The first of them is a general algorithm for cleaning the content downloaded from an arbitrary Web data source. The current version of the tool employs a set of multiple rule-based cleaning algorithms, each of them tailored to a specific data source (see Sect. 5.1). This approach becomes impractical with the growing number of sources. The devised general algorithm first removes from the downloaded item all the chunks that could be detected as not being a part of the article text on the basis of the HTML tags (e.g., hyperlinks, lists, tables, pictures, etc.). Then the resulting text is split into paragraphs that are consequently classified as belonging or not belonging to the article text using a k-means classifier. The features of the classifier include for example the number of OOV words in the given paragraph, number of hyperlinks, punctuation marks, etc.

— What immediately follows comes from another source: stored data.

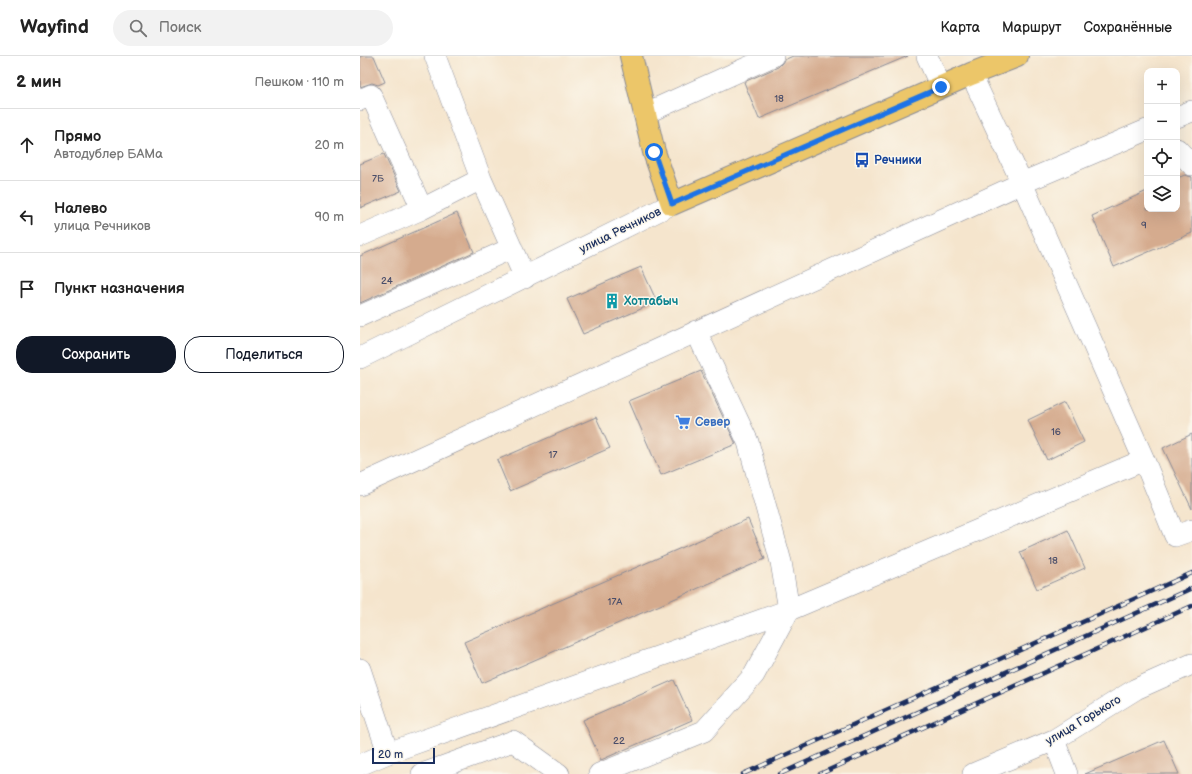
<!DOCTYPE html>
<html lang="ru">
<meta charset="utf-8">
<style>
body{margin:0;font-family:"Balsamiq Sans",sans-serif;background:#f2f2f2;color:#222}
.controls{position:absolute;right:12px;top:12px;display:grid;overflow:hidden;border-radius:8px;box-shadow:0 4px 16px #0002}
.controls button{width:36px;height:36px;display:grid;place-items:center;padding:0;border:0;border-bottom:1px solid #e0e0e0;background:#fff;color:#222;font:20px sans-serif}
.scale{position:absolute;left:12px;bottom:10px;width:63px;box-sizing:border-box;padding-left:4px;border:2px solid #1b2f5e;border-top:0;font-size:11px;line-height:14px;white-space:nowrap;color:#1b2f5e;-webkit-text-stroke:3px #fbf7ec;paint-order:stroke}
.stop{position:absolute;width:12px;height:12px;margin:-9px;border:3px solid #1a73e8;border-radius:50%;background:#fff}
.stop.end{background:#1a73e8;border-color:#fff;box-shadow:0 1px 4px #0008}
.list{margin:0;padding:0;list-style:none}
h2{display:flex;justify-content:space-between;align-items:center;height:52px;margin:0;padding:0 16px;font-size:17px}
h2 small{font-size:13px;font-weight:400;color:#767676}
.list li{display:grid;grid-template-columns:26px 1fr auto;gap:12px;align-items:center;box-sizing:border-box;height:72px;padding:0 16px;border-top:1px solid #e0e0e0}
.list b{display:block;font-size:15px;white-space:nowrap}
.list p{margin:0;font-size:13px;white-space:nowrap;color:#767676}
.list em{font-size:13px;font-style:normal;color:#767676}
.actions{display:flex;gap:8px;padding:12px 16px}
.actions a{flex:1;padding:9px 0;border:1px solid #111827;border-radius:16px;text-align:center;font-size:14px;color:#111827}
.actions .main{background:#111827;color:#fff}
.icon{flex:none;width:22px;height:22px;fill:none;stroke:currentColor;stroke-width:2;stroke-linecap:round;stroke-linejoin:round}
.map{position:relative;flex:none;width:832px;height:718px;overflow:hidden}
header{display:flex;align-items:center;gap:24px;box-sizing:border-box;height:56px;padding:0 20px;background:#fff;border-bottom:1px solid #e0e0e0}
header strong{font-size:19px}
nav{display:flex;gap:22px;margin-inline-start:auto;font-size:14px}
.search{width:280px;height:36px;background:#f2f2f2;display:flex;align-items:center;gap:10px;box-sizing:border-box;padding:0 14px;border-radius:22px;color:#767676;font-size:15px}
main{display:flex}
aside{flex:1;background:#fff}
.map>svg:first-child{display:block}
.building{fill:#d5ab8e}
.lines{fill:none;stroke-linecap:round;stroke-linejoin:round}
.minor-casing{stroke:#888a96;stroke-width:22}
.major-casing{stroke:#888a96;stroke-width:24}
.minor{stroke:#fff;stroke-width:21}
.major{stroke:#ecc669;stroke-width:22}
.rail-casing{stroke:#1b2f5e;stroke-width:4.5}
.rail{stroke:#fbf7ec;stroke-width:3;stroke-dasharray:9;stroke-linecap:butt}
.route{stroke:#1a73e8;stroke-width:5}
.labels{text-anchor:middle;stroke-width:3;stroke-linejoin:round;paint-order:stroke}
.number-label{font-size:10px;fill:#4a4e6a}
.transit-label{font-size:12px;font-weight:bold;fill:#164399;stroke:#fbf7ec;text-anchor:start}
.street-label{font-size:12px;fill:#1b2f5e;stroke:#fbf7ec}
.culture-label{font-size:12px;font-weight:bold;fill:#0d838f;stroke:#fbf7ec;text-anchor:start}
.shop-label{font-size:12px;font-weight:bold;fill:#366cbe;stroke:#fbf7ec;text-anchor:start}
</style>
<header>
<strong>Wayfind</strong>
<div class="search"><svg class="icon" aria-label="search" viewBox="0 0 24 24"><circle cx="10" cy="10" r="6"/><path d="M15 15l6 6"/></svg>Поиск</div>
<nav><a>Карта</a><a>Маршрут</a><a>Сохранённые</a></nav>
</header>
<main>
<aside>
<h2>2 мин<small>Пешком · 110 m</small></h2>
<ul class="list">
<li><svg class="icon" aria-label="ahead" viewBox="0 0 24 24"><path d="M12 20V5M6 11l6-6 6 6"/></svg><div><b>Прямо</b><p>Автодублер БАМа</p></div><em>20 m</em></li>
<li><svg class="icon" aria-label="left" viewBox="0 0 24 24"><path d="M17 20v-9H6M10 6l-5 5 5 5"/></svg><div><b>Налево</b><p>улица Речников</p></div><em>90 m</em></li>
<li><svg class="icon" aria-label="arrive" viewBox="0 0 24 24"><path d="M6 21V4h12l-3 4 3 4H6"/></svg><div><b>Пункт назначения</b></div></li>
</ul>
<div class="actions"><a class="main">Сохранить</a><a>Поделиться</a></div>
</aside>
<div class="map">
<svg width="832" height="718" viewBox="0 0 832 718">
<rect width="100%" height="100%" fill="#fbf7ec"/>
<filter id="ink" filterUnits="userSpaceOnUse"><feTurbulence type="fractalNoise" baseFrequency=".025" numOctaves="2"/><feDisplacementMap in="SourceGraphic" scale="8" xChannelSelector="R" yChannelSelector="G"/><feConvolveMatrix kernelMatrix="1 2 1 2 8 2 1 2 1" color-interpolation-filters="sRGB"/></filter>
<filter id="wash" filterUnits="userSpaceOnUse"><feTurbulence type="fractalNoise" baseFrequency=".012" numOctaves="4" result="noise"/><feDisplacementMap in="SourceGraphic" scale="16" xChannelSelector="R" yChannelSelector="G"/><feGaussianBlur stdDeviation="0.9" result="paint"/><feColorMatrix in="noise" values="0 0 0 0 0 0 0 0 0 0 0 0 0 0 0 0 0 1.4 0 .05"/><feComposite in="paint" operator="in"/></filter>
<g filter="url(#wash)">
<rect width="100%" height="100%" fill="#f5e5cd"/>
<g id="blocks">
<path class="building" d="M 0,0 L 14,0 L 25,26 L 18,29 L 12,27 L 0,31 Z
M 433,0 L 548,0 L 399,63 L 384,26 L 418,11 L 422,7 L 424,4 Z
M 24,98 L 41,135 L 0,152 L 0,108 Z
M 825,119 L 832,121 L 832,177 L 754,211 L 732,160 L 787,135 L 787,153 L 817,153 L 817,122 Z
M 97,157 L 114,196 L 0,247 L 0,200 Z
M 281,211 L 297,246 L 223,278 L 207,243 Z
M 341,315 L 376,388 L 301,419 L 269,345 Z
M 705,346 L 724,386 L 687,404 L 668,364 Z
M 236,361 L 250,392 L 150,435 L 137,404 Z
M 832,378 L 832,453 L 803,392 Z
M 388,463 L 405,503 L 122,627 L 104,586 Z
M 708,474 L 725,512 L 677,533 L 660,496 Z
M 314,624 L 332,664 L 241,704 L 223,664 Z
M 804,684 L 819,718 L 725,718 Z"/>
</g>
</g>
<g filter="url(#ink)">
<use href="#blocks" fill-opacity="0" stroke="#888a96" stroke-width="1"/>
<g class="lines">
<g class="minor-casing">
<path id="minor" d="M 75,0 L 121,123
M 567,0 L 581,31
M 611,18 L 662,127 L 787,74
M 0,44 L 11,39 L 62,153
M 284,58 L 413,0
M 817,61 L 832,55
M 817,93 L 832,109
M 0,180 L 62,153 L 121,123 L 165,222
M 0,260 L 152,192
M 0,302 L 312,148
M 784,404 L 815,480 L 832,474
M 0,429 L 662,127 L 784,404 L 429,554 L 394,619 L 344,675 L 239,718
M 0,613 L 28,697
M 694,684 L 707,718
M 0,709 L 28,697 L 429,554 L 421,506 L 388,386 L 336,275
M 62,718 L 153,685 L 199,718
M 613,718 L 694,684 L 776,633 L 832,608"/>
</g>
<g class="major-casing">
<path id="major" d="M 271,0 L 294,96 L 312,148 L 611,18 L 657,0"/>
</g>
<use href="#minor" class="minor"/>
<use href="#major" class="major"/>
<g class="rail-casing">
<path id="rail" d="M 383,718 L 832,517
M 420,718 L 832,532
M 460,718 L 832,550"/>
</g>
<use href="#rail" class="rail"/>
</g>
</g>
<g class="lines" filter="url(#ink)">
<path class="route" d="M 294,96 L 312,148 L 581,31"/>
</g>
<defs>
<g id="bus-bare" transform="scale(1.2)"><path d="M-5-6H5V4H4V6H2V4H-2V6H-4V4H-5ZM-3.5-4V0h7V-4ZM-3.5 1.2v1.5H-2V1.2ZM2 1.2v1.5H3.5V1.2Z" fill="#1a4fb4" stroke="#fbf7ec" stroke-width="2.5" paint-order="stroke"/></g>
<g id="building-bare" transform="scale(1.2)"><path d="M-4-6H4V6H1V3H-1V6H-4ZM-2.5-4.3h1.7v1.8h-1.7ZM.8-4.3h1.7v1.8H.8ZM-2.5-1h1.7V.8h-1.7ZM.8-1h1.7V.8H.8Z" fill="#0f9aa8" stroke="#fbf7ec" stroke-width="2.5" paint-order="stroke"/></g>
<g id="supermarket-bare" transform="scale(1.2)"><path d="M-6-5.5h2.5l.6 2H6L4.5 2H-2.5L-4.4-4H-6ZM-1.5 3.2a1.3 1.3 0 1 0 .1 0ZM3 3.2a1.3 1.3 0 1 0 .1 0Z" fill="#3f7fe0" stroke="#fbf7ec" stroke-width="2.5" paint-order="stroke"/></g>
</defs>
<g fill-rule="evenodd">
<use href="#bus-bare" x="502" y="104"/>
<use href="#building-bare" x="252" y="245"/>
<use href="#supermarket-bare" x="323" y="366"/>
</g>
<g class="labels">
<g class="number-label">
<text x="419" y="46">18</text>
<text x="18" y="126">7Б</text>
<text x="784" y="172">9</text>
<text x="27" y="228">24</text>
<text x="696" y="379">16</text>
<text x="193" y="402">17</text>
<text x="693" y="508">18</text>
<text x="255" y="549">17А</text>
<text x="259" y="688">22</text>
</g>
<g class="transit-label">
<text x="514" y="108">Речники</text>
</g>
<g class="street-label">
<text transform="translate(260 174) rotate(-26)" y="4">улица Речников</text>
<text transform="translate(723 664) rotate(-31)" y="4">улица Горького</text>
</g>
<g class="culture-label">
<text x="264" y="249">Хоттабыч</text>
</g>
<g class="shop-label">
<text x="335" y="370">Север</text>
</g>
</g>
</svg>
<div class="controls">
<button>+</button>
<button>−</button>
<button><svg class="icon" aria-label="locate" viewBox="0 0 24 24"><circle cx="12" cy="12" r="6"/><path d="M12 2v4M12 18v4M2 12h4M18 12h4"/></svg></button>
<button><svg class="icon" aria-label="layers" viewBox="0 0 24 24"><path d="M12 4l9 5-9 5-9-5zM3 14l9 5 9-5"/></svg></button>
</div>
<div class="scale">20 m</div>
<div class="stop" style="left:294px;top:96px"></div>
<div class="stop end" style="left:581px;top:31px"></div>
</div>
</main>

The second investigated issue is related to detecting salient new words from the downloaded content. It is impossible to add all the words from the corpus to the lexicon of the ASR decoder due to the limitation stemming from the computational demands of the decoding process, Footnote 6 yet it is highly desirable to add those new words that are likely to be used frequently in the upcoming period (let us refer once again to Fig. 1.). We have designed a semi-automatic procedure for selecting candidate words for the vocabulary extension. First, all the new words are filtered based on their capitalization (as the capitalized words are more likely to be salient) and their frequency distribution across the timeline. The preselected list is then presented to the human annotator that makes the final decision about adding words to the ASR lexicon.

Finally, the framework is being adapted for handling audiovisual data, with a special focus on the data that are equipped with text subtitles capturing the content of the audio track. This extension will allow us to store also the material that could be later used for training acoustic models or potentially also processed with algorithms dealing with the visual component.